New Telegraph

Insecurity: Farmers worry over poor quality seeds in circulation

Taiwo Hassan

 

Another round of food crisis is looming in the country amid the worsening security challenges as Nigerian farmers under the auspices of All Farmers Association of Nigeria (AFAN) have raised the alarm over shortage of quality seeds in circulation.

 

Consquently, the farmers’ association rued that the inability to access quality seeds was already hampering productivity with poor outcome from crop planting.

 

Indeed, AFAN explained that lack of quality seeds nationwide being faced by local farmers was causing 90 to 95 per cent gap between demand and supply of improved varieties of all crops, except for openpollinated maize varieties, for which the market is saturated.

 

National President, AFAM, Kabir Ibrahim, said that the worsening security was stalling quality seeds in the country, saying reports showed that seed companies were being confronted with challenges in the distribution.

 

According to him, seed companies operating in the country have stopped providing seeds to Nigerian farmers over insecurity. This, according to the AFAN national president, is expected to pose threat to the country’s bid to attain food security and self-sufficiency post-COVID-19. In addition, Ibrahim said it could also lead to food shortage, austerity, hunger and starvation for Nigerian populace if the tide is not changed urgently.

 

However, New Telegraph gathered from the Global Yield Gap Atlas that crop productivity in sub-Sahara Africa (SSA) was considerably lower than in other continents. Indeed, there was a difference of 250 per cent between potential yields and yields achieved in maize and rainfed rice in Nigeria.

 

According to the report, National Seed Road Map for Nigeria, it was estimated that 50 per cent of the gap could be reduced with the use of quality seed of improved varieties; the other 50 per cent through the application of good agronomic practices and the use of fertilisers.

 

Yet, the performance would lie below 15 per cent. Open-pollinated variety are seeds multiplied through random pollination/fertilisation, i.e., in contrast to hybrid varieties for which the crossing of parental lines is controlled.

 

Seed sector reform in Africa has not yet led to an expansion of hybrid seed production.

 

Rather, it has led to the emergence of vegetable seed companies, but at a much slower pace than in Asia and mostly in East and Southern Africa rather than West and Central Africa.

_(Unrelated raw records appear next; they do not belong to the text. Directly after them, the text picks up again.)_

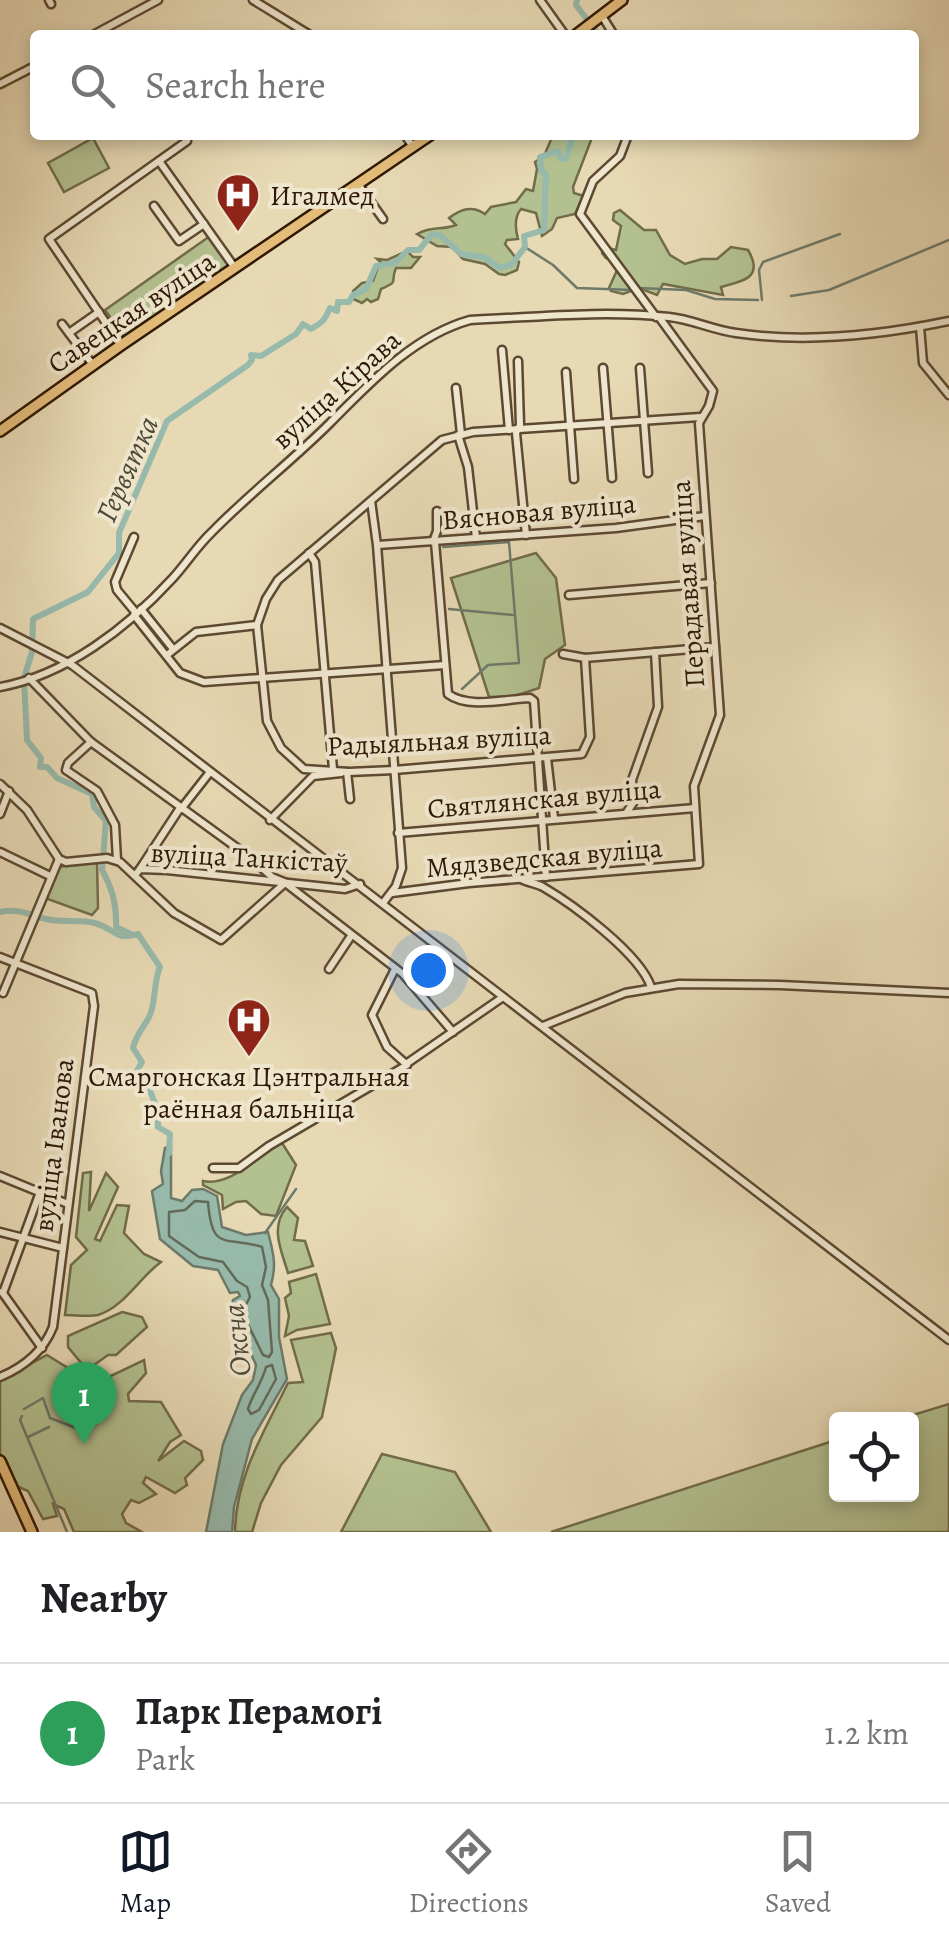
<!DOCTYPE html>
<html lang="en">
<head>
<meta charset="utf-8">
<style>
  :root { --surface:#fff; --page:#f2f2f2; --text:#202124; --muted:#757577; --line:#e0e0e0; --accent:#111827 }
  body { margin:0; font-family:Alegreya,serif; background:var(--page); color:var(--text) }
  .controls { position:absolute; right:30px; bottom:30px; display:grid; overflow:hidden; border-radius:10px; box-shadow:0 5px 15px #0003 }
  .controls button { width:90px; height:90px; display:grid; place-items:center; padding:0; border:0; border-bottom:2px solid var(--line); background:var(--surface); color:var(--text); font:50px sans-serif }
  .you { position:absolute; left:428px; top:970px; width:35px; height:35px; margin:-25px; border:8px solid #fff; border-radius:50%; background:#1a73e8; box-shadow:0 0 0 15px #1a73e833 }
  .badge { display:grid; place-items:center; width:65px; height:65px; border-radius:50%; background:var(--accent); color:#fff; font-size:32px; font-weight:700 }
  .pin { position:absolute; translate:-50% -82px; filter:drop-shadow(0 2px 5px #0008) }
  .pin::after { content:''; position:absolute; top:52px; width:35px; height:30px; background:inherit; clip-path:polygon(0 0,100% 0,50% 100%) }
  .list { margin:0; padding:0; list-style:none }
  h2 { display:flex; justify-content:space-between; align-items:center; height:130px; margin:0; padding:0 40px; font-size:42px }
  h2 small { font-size:32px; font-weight:400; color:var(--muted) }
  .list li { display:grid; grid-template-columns:65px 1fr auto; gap:30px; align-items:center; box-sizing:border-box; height:140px; padding:0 40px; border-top:2px solid var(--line) }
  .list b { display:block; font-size:38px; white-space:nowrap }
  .list p { margin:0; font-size:32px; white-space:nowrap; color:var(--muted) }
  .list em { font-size:32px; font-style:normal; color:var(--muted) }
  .icon { flex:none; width:55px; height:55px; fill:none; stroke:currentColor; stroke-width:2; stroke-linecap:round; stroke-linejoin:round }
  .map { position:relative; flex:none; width:949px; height:1532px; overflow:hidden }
  .search { position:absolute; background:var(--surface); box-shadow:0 5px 15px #0003; left:30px; right:30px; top:30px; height:110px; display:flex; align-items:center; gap:25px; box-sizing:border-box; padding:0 35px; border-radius:10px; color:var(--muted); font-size:38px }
  .sheet { height:270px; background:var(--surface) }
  nav { display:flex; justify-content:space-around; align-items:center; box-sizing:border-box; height:140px; border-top:2px solid var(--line); background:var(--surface); font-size:28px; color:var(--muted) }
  nav a { display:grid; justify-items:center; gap:5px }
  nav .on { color:var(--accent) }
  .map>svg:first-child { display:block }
  .green { fill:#b3c08f; stroke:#716c4a; stroke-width:2.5 }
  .water { fill:#97baac; stroke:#6d7a6a; stroke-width:2.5 }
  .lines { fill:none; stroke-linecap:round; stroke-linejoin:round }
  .shore { stroke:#636a59; stroke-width:2.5 }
  .stream { stroke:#6d7a6a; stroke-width:2.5 }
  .river { stroke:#97baac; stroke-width:6 }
  .minor-casing { stroke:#5d4932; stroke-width:11 }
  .major-casing { stroke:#2f1906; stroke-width:14 }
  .minor { stroke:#efe6ce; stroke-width:6 }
  .major { stroke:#e4bc7a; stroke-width:9 }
  .labels { text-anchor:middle; stroke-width:8; stroke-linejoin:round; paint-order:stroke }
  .poi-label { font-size:28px; fill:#2f1906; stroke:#efe6ce; text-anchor:start }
  .street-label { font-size:28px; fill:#2f1906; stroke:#efe6ce }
  .water-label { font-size:30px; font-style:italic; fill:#4e4938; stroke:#efe6ce }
</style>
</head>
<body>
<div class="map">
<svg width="949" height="1532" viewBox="0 0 949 1532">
  <rect width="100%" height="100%" fill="#e7d9b4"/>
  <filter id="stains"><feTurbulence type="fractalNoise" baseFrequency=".002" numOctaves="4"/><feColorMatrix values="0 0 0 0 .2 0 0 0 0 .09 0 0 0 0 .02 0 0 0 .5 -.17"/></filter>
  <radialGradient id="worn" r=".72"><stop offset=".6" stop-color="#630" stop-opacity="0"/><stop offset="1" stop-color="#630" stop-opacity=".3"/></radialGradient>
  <!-- green -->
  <g class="green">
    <path d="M553,135H593L573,187L574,193L584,196L575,214L557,218L552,229L542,236L536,213L521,209C514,217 515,228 518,239L507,240L505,244L519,262L517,270L505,275L499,274L485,264L463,259L452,247L437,246L417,234C434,225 440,231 456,225L449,218C461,209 472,205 485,214L491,207L516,202L526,189L533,191L537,169L535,162L544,156Z"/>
    <polygon points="93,138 109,168 64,192 48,163"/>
    <path d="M620,210L644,230H656L670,255L685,264L702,259H717L731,247L748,250C765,279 741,281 721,287L723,295L663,284L657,295L639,288L623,294L611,291L609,288L618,268L613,259L606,258L602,253L604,247L616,250L621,226L613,220L614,213Z"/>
    <polygon points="210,236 230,267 125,338 105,310"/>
    <path d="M407,251L413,257H420L411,268H396C389,284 401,280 381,289L378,299L371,302L367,299L362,303L353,299V291L362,283L373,281L378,267L384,265L377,259L387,260Z"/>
    <polygon points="536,553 556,578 565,645 545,659 539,688 515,696 489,697 451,578"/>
    <polygon points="97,862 98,908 92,915 45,898 58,867"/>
    <path d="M282,1143L296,1165L276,1216L261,1214L246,1201L236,1202L223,1209L222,1195L203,1185V1181C231,1187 258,1155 282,1143Z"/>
    <path d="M91,1172L89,1211L106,1173L118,1187L95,1239L100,1241L117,1205L129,1206L124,1233L144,1254L161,1262C139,1278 124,1307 98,1315C89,1317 75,1315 65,1315L71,1265L87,1250L76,1237L83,1173Z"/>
    <path d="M287,1207L298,1218L294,1240L305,1241L313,1266L288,1273C282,1252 269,1227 287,1207Z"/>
    <polygon points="316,1274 330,1324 297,1330 285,1336 289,1316 285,1298 291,1293 289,1282"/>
    <polygon points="122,1312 142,1317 147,1327 116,1355 108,1355 87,1370 68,1347 68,1336"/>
    <path d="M331,1333L336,1348L322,1417L281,1465L261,1503L252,1532H235C236,1476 264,1432 288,1383L303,1382L291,1340Z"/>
    <polygon points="47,1355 94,1384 144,1360 146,1373 128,1394 129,1401 161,1402 181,1435 170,1442 158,1461 184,1441 201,1451 203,1460 185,1478 187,1485 175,1493 146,1477 143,1483 156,1494 139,1503 131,1500 122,1514 126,1523 142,1532 74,1532 64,1509 53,1504 57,1516 43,1519 28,1491 14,1485 0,1453 0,1380"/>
    <polygon points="949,1404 949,1532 551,1532 836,1440 836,1494 912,1494 912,1420 900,1419"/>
    <polygon points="382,1454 455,1472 491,1532 341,1532"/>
  </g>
  <!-- water -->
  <path class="water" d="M171,1146V1198L182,1201L192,1190L203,1189L217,1196L222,1227L246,1235L268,1232C273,1252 277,1264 271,1285L279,1299V1337L287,1379L252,1439L234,1507L232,1532H206L223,1444L242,1395L253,1380L256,1365L231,1309L233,1300L240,1296L238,1292L230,1293L218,1270L193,1266L160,1239L152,1191L163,1184L161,1171L165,1148Z"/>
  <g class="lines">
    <!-- shore -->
    <g class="shore">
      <path d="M195,1201L208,1202C212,1254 226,1235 262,1247L266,1267L262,1285L268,1300L272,1352L269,1357L263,1355L242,1312L250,1297L247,1287L237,1281L223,1262L199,1257L169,1236V1212L185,1210Z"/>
      <path d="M272,1365L276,1379L259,1410L251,1414L248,1409C252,1395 262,1383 266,1367Z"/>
    </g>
    <!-- stream -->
    <g class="stream">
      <polyline points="525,247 553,265 577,288 633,290"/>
      <polyline points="639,288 686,290 715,299 758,300"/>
      <polyline points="791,296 829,290 949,240"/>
      <polyline points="762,300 759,270 763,262 840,234"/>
      <polyline points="443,547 509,542 519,663 488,665 462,689"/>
      <polyline points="449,609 513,615"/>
      <polyline points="265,1233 296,1189"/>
      <polyline points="24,1409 43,1398 50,1418 81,1430"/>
      <polyline points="22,1416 20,1420 67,1532"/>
      <polyline points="28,1437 49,1427"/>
    </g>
    <!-- river -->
    <g class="river">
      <polyline points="577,0 576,5 586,18"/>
      <polyline points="595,30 599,35"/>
      <path d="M0,912C19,908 29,915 46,919C62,923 79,919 95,923C116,929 114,941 138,934L160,967C153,983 156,1005 149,1017C143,1029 136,1034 133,1048L142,1062L137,1071L138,1080L148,1084L158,1113V1127L170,1134L169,1153"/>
      <path d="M133,935L116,927C117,909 113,889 102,870L106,821L94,807L92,794L57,778L47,767H40L41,758L27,740L24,678L32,652L33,619L88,592L119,553V533L167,421L248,365L252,360L251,355L261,356L296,334L303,324L311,329C323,322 324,321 330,308L337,311L338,302H349L353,295L366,289L376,266L395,263L408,250H419L432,234L440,235L461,254L484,257L500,268L512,264L525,247L524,236L544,230L546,174L541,171L540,157L558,151L560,158L566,159L573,135"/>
    </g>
    <!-- minor casing -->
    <g class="minor-casing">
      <g id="minor">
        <polyline points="49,0 51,4"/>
        <polyline points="253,0 310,35"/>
        <polyline points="540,0 565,35"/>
        <polyline points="602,16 614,35"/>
        <polyline points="93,35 158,0"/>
        <polyline points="0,84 35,66"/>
        <polyline points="405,135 413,147"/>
        <polyline points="628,135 620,156 593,181 580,214 656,317"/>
        <polyline points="159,161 235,268"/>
        <polyline points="358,184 383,219"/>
        <polyline points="154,206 179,241 204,224"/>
        <polyline points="62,324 93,365"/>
        <polyline points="920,327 923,363 949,395"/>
        <polyline points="69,333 99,312"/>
        <polyline points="121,345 49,239 187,141"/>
        <polyline points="502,350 509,430"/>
        <polyline points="518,361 520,425 516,433 526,535"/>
        <polyline points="603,368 612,478"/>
        <polyline points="640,368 648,473"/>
        <polyline points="566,372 574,479"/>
        <polyline points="456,388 461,434"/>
        <polyline points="458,435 468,467 476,538"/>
        <polyline points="371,501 377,545 402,868 396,886 383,903"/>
        <polyline points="134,537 115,582 117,590 136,613"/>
        <polyline points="433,542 437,531 437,511"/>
        <path d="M435,542L448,694C468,709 506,699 530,698L534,701L546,877"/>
        <polyline points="378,545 616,528 705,516"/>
        <polyline points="309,553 315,562 333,769"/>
        <polyline points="569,595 711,583"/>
        <polyline points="141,609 173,649"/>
        <polyline points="134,615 180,673 204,682 445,665"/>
        <polyline points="0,628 72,665 949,1340"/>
        <polyline points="563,654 585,658 715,647"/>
        <polyline points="167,655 196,632 257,625"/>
        <polyline points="585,658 590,737 582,754 394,770 349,772 304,769 281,748 267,721 257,625 266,599 278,580 442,440 473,432 700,417"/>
        <polyline points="29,678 91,742 251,858 272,877 284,882 403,974 453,1032"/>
        <path d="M0,687C66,675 127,628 172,579C186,564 197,546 212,532C249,494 292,461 330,423C370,383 413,336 470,320C536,317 603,310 669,317C691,319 713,330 736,333C804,343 882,335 949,321"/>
        <polyline points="91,742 68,763 66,770 97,791 115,825 117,860"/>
        <polyline points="547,758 554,818"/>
        <polyline points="347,772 350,799"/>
        <polyline points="0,784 27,810 59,859 66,862 107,858 120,862 174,913 221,940 285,883"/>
        <polyline points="181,809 210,772"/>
        <polyline points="627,812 633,803 632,780 658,707 655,652"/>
        <polyline points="0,814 9,791"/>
        <polyline points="270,820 313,776 341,773"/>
        <polyline points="398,833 695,808"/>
        <polyline points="0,852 50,876"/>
        <polyline points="140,869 180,808"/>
        <polyline points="136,874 140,869 167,870 345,889 360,884"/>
        <path d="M521,879C528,883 536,883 543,887C574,905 640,954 651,987"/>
        <polyline points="392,893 469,883 699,864 694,786 720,715 699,423 709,406 713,391 659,317"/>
        <path d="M0,957L92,993L94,1006L53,1327C43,1352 24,1367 0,1377"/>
        <polyline points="329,969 351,936"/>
        <polyline points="395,969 372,1015 387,1047 406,1064 503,997"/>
        <polyline points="3,993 59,859"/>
        <polyline points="543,1026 625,993 679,984 780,985 949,993"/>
        <polyline points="213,1168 239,1168 269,1146 407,1065"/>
        <polyline points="0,1176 68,1204"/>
        <polyline points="0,1232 63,1248"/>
        <polyline points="2,1292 42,1348"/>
        <polyline points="3,1293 40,1192"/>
      </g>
    </g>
    <!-- major casing -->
    <g class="major-casing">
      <g id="major">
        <polyline points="576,35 622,0"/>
        <polyline points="0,431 121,345 430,135"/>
        <polyline points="0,1461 32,1532"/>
      </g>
    </g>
    <!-- minor -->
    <use href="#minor" class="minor"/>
    <!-- major -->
    <use href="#major" class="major"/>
  </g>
  <!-- icons -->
  <defs>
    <g id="hospital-pin" transform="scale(2.25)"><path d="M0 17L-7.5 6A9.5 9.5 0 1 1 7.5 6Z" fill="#8f2418" stroke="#efe6ce"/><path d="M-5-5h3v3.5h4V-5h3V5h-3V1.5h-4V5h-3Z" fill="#fff"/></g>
  </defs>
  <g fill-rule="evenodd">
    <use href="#hospital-pin" x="238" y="195"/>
    <use href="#hospital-pin" x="249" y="1020"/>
  </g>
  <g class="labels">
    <!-- poi labels -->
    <g class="poi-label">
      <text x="270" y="205">Игалмед</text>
      <text x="249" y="1086" text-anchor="middle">Смаргонская Цэнтральная<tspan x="249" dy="32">раённая бальніца</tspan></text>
    </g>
    <!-- street labels -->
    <g class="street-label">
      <text transform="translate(131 312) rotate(-34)" y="10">Савецкая вуліца</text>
      <text transform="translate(336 389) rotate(-42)" y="10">вуліца Кірава</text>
      <text transform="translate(539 511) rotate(-5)" y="10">Вясновая вуліца</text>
      <text transform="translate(687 584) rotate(-94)" y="10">Перадавая вуліца</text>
      <text transform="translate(439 740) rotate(-3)" y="10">Радыяльная вуліца</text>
      <text transform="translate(544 798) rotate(-5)" y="10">Святлянская вуліца</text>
      <text transform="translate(249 857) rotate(3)" y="10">вуліца Танкістаў</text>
      <text transform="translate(544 857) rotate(-5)" y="10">Мядзведская вуліца</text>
      <text transform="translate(53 1145) rotate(-83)" y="10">вуліца Іванова</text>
    </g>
    <!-- water labels -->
    <g class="water-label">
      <text transform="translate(127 469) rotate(-66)" y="10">Гервятка</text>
      <text transform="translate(237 1340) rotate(-96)" y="10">Оксна</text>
    </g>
  </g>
  <rect width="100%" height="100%" filter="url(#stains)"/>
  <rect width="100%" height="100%" fill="url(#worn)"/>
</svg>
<div class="controls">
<button><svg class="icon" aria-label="locate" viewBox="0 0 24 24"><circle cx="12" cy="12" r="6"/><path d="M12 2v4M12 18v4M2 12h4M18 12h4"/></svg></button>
</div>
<div class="you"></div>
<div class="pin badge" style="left:84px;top:1444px;background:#2e9e5b">1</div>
<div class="search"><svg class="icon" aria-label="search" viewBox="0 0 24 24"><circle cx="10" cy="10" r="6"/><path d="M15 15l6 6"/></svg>Search here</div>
</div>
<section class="sheet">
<h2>Nearby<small></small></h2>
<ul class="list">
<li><span class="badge" style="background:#2e9e5b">1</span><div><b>Парк Перамогі</b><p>Park</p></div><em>1.2 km</em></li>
</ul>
</section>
<nav>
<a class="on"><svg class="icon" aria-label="map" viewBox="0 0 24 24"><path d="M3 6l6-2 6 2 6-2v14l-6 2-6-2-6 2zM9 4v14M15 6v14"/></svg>Map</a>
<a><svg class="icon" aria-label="directions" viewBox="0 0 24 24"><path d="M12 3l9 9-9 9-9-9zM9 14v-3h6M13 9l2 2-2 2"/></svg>Directions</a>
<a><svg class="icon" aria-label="saved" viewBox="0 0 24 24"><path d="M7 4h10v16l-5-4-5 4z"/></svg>Saved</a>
</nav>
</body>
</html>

On the impact of food security and for Africa to attain the development target at ending all forms of hunger and malnutrition by 2030, the report said there was need to tackle economic and nutritional challenges through accelerated agricultural development, with a laser focus on the improvement on its seed sector was urgently required.

 

The availability of locallybred and adapted varieties will facilitate the rapid expansion of production, increase the supply of affordable vegetables to consumers, enrich the farmers and ultimately increase the contribution of the agricultural sector to the economy.